* [WORK REQUEST]:
Could you copy each line of the listing that holds "white"?

════════════════

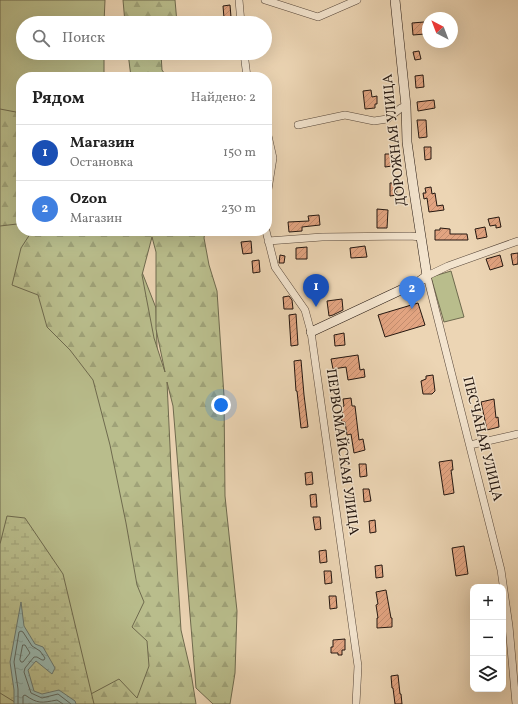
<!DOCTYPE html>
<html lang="ru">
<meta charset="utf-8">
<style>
:root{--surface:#fff;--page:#f2f2f2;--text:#222;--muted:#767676;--line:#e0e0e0;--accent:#b45309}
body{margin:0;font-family:Vollkorn,serif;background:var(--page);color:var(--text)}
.controls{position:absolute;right:12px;bottom:12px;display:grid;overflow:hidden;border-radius:8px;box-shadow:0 4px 16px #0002}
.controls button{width:36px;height:36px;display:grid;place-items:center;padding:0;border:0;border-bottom:1px solid var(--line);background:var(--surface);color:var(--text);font:20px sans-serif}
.compass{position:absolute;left:422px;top:12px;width:36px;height:36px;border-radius:50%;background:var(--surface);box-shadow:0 4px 16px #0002;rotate:318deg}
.you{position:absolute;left:221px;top:405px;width:14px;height:14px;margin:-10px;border:3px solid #fff;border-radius:50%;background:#1a73e8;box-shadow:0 0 0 6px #1a73e833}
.badge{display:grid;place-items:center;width:26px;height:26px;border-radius:50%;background:var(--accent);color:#fff;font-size:13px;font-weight:700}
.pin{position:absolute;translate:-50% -33px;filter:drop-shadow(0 1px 2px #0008)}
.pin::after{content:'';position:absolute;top:21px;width:14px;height:12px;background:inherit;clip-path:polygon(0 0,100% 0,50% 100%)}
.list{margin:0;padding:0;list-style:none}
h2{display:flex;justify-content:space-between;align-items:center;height:52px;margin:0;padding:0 16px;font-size:17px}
h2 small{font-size:13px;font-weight:400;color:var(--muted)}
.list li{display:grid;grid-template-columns:26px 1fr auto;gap:12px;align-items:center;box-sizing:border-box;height:56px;padding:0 16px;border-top:1px solid var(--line)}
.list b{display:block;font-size:15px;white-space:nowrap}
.list p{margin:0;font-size:13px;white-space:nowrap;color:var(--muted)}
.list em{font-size:13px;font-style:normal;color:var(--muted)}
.icon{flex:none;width:22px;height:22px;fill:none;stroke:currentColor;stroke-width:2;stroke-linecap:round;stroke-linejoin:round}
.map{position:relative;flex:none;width:518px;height:704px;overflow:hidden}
.search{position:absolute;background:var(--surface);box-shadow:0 4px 16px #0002;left:16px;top:16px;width:256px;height:44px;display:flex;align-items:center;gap:10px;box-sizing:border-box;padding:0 14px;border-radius:22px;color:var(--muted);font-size:15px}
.panel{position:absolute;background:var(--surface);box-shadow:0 4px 16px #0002;left:16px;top:72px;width:256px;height:164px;border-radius:16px}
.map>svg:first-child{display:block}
</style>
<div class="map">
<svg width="518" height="704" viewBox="0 0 518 704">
<defs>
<pattern id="forest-firs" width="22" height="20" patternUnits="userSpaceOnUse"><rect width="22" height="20" fill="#b9bd8c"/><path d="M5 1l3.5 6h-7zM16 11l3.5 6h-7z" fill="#9fa278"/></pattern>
<pattern id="wetland-marsh" width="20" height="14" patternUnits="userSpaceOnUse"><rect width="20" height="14" fill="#b9bd8c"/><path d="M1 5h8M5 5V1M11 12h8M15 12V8" fill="none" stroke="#9fa278"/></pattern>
<pattern id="water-ripples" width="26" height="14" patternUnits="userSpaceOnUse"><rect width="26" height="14" fill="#99b8af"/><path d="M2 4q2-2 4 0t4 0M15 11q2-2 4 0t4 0" fill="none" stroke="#849d96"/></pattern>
<pattern id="building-hatch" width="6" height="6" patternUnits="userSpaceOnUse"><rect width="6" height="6" fill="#e2a481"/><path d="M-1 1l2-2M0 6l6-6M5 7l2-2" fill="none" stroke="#c28c6e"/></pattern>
</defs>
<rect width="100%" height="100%" fill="#ecd5b4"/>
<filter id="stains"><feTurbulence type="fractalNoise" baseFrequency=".005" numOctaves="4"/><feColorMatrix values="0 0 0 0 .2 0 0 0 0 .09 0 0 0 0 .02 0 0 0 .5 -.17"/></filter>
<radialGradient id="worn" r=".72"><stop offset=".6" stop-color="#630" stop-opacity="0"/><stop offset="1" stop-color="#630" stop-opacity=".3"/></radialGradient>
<!-- green -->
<path fill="#b9bd8c" stroke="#6e6a4e" d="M0,0H105L104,23H23V53H104V77H21V231H126L156,308L166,704H0Z
M451,271L464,317L444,322L431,277Z"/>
<!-- forest -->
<path fill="url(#forest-firs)" stroke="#6e6a4e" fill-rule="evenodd" d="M123,0H175L177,23H125Z
M128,53H162L161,54L162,70L167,77H131Z
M0,109L21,113V218L17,224L0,226Z
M32,231H149L151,235V231H205L204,238L209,265L217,291L224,396L225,496L237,611L235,673L230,704H213L196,688L173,406L167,382L171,468L181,630L191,673L196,704H90L89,695L119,679L137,698L149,666L147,641L132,627L144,602L137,585L126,523L110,445L93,380L70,350L47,327L38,295L12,285L21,248ZM152,237L156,252V329L165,372L154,338L142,275Z"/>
<!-- wetland -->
<path fill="url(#wetland-marsh)" stroke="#6e6a4e" d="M7,516L25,518L63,574L94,704H18L0,693V544Z"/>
<!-- water -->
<path fill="url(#water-ripples)" stroke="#6a786f" d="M21,602L24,626L35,644L43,647L55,668L52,674L36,661L28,670L34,691L42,694L59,690L75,701L76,704H14V690L10,662Z"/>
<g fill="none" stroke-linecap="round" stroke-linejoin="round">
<!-- shore -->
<path stroke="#5e6860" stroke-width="1" d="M23,645H25L30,653L23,662H21L20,660Z
M18,704V689L14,662L19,632L21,631L23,632L32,646L40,651L45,658L44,660H42L37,657H34L25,668L24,672L31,693L42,698L58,694L71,704
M23,704V696L25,695C38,704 41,703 57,700L63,704"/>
</g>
<!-- building -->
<path fill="url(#building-hatch)" stroke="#241710" d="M230,5L231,17L224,18L223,6Z
M424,22L425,34L413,35L412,23Z
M419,51L421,59L415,60L413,52Z
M423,75L424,87L416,88L415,76Z
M371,90L372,97L377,96V104H375V108L365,109L363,91Z
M434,100L435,108L418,111L417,102Z
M417,120H426L427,137L419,138Z
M424,147H431V159L425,160Z
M385,154H392V166L385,167Z
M390,183H396L397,195L390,196Z
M431,187L432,194L435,193L437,206L443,205L444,210L429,212L427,198L424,199L423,193H426L425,188Z
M377,209L388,210L387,228H377Z
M319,215L320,225L302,227V231L289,232L288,222L309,221L308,216Z
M499,217L501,227L496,228V225L490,226L488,219Z
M485,227L487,237L477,239L475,229Z
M440,228L450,229V234H467L468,240H435V230H440Z
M251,241L252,253L243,254L241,242Z
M365,246L367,257L351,258L350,248Z
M307,247V259H296V248Z
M518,253V264L513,265L511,254Z
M280,255L285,256L284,263H279Z
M500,255L503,266L490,270L486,259Z
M259,260L260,272L253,273L252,261Z
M289,296L292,300L293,309H284L283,297Z
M342,299L343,310L333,315L329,316L327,301Z
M418,303L425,325L385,337L378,315Z
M296,314L298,345L291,346L289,315Z
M344,333L345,345L335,346L334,335Z
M358,355L360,370L364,369L365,377L348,380L346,367L333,369L331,359Z
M301,360L304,395L308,427L301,428L297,391H296L294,361Z
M433,375L435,391L432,394H423L421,381L426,379V376Z
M351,398L352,406H355L359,440L363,439L365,450L354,453L351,434L347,435L345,422H342L341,417H343L342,407L344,406L343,399Z
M494,399L496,418L498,417L499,427L487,430L481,402Z
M452,460L453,470H451L454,493L444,495L439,462Z
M359,464H366L367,476L360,477Z
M312,472L313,484L306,485L305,473Z
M363,489H369L371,501L364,502Z
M316,494L317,507H311L310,495Z
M313,517H320L321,529L315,530Z
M375,520L376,532L370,533L369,521Z
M464,546L468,574L456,576L452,548Z
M326,550L327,562L320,563L319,551Z
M382,565L383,577L376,578L375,566Z
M324,571H331L332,583L325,584Z
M386,590L391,618H392V627L377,628V618H378L376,605L378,604L376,592Z
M329,596H336L337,608L330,609Z
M345,639V650H342V655H338V653H331V647H333V640Z
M398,675L400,694H401L402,704H395L393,688H392L391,676Z"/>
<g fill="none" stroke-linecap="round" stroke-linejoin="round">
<defs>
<path id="street" d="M239,0L241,23
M265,0L318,17L357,0
M244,53L247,77
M298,125L345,115L374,121L387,119L401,108L406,106
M267,131L273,158L267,196
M266,231L275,267L305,310L311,332L358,666L356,704
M268,241L322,237L410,236L421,237
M470,445L518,434
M516,704L509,626L501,570L427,276L448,266L518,241"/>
<path id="secondary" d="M311,332L420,281L427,276L413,185L407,142L406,106L395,0"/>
</defs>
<!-- street casing -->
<use href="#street" stroke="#564639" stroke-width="8"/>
<!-- secondary casing -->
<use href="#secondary" stroke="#241710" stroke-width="10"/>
<!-- street -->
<use href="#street" stroke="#f3e4ce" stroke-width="7"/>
<!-- secondary -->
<use href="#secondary" stroke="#f3e4ce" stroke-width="9"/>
</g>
<g text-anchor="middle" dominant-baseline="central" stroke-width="3" stroke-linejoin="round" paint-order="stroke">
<!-- street labels -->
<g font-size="14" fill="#241710" stroke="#f3e4ce">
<text transform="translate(395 140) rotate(-96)">ДОРОЖНАЯ УЛИЦА</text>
<text transform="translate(482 439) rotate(76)">ПЕСЧАНАЯ УЛИЦА</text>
<text transform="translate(342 452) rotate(82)">ПЕРВОМАЙСКАЯ УЛИЦА</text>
</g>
</g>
<rect width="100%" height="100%" filter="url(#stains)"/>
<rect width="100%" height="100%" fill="url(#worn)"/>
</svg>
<div class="controls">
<button>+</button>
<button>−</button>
<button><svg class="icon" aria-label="layers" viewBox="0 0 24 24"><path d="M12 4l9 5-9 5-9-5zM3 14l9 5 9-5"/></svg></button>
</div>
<svg class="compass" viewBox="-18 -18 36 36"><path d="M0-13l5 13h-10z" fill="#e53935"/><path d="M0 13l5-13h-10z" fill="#767676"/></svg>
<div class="you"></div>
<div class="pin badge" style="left:316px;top:307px;background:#1a4fb4">1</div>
<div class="pin badge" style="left:412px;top:309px;background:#3f7fe0">2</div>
<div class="search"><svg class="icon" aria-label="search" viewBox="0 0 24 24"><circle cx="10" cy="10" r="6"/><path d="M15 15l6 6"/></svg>Поиск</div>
<section class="panel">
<h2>Рядом<small>Найдено: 2</small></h2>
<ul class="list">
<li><span class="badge" style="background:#1a4fb4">1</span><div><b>Магазин</b><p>Остановка</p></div><em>150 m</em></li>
<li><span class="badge" style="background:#3f7fe0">2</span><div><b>Ozon</b><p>Магазин</p></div><em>230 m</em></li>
</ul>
</section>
</div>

════════════════

* [TASK SOLUTION]:
.list b{display:block;font-size:15px;white-space:nowrap}
.list p{margin:0;font-size:13px;white-space:nowrap;color:var(--muted)}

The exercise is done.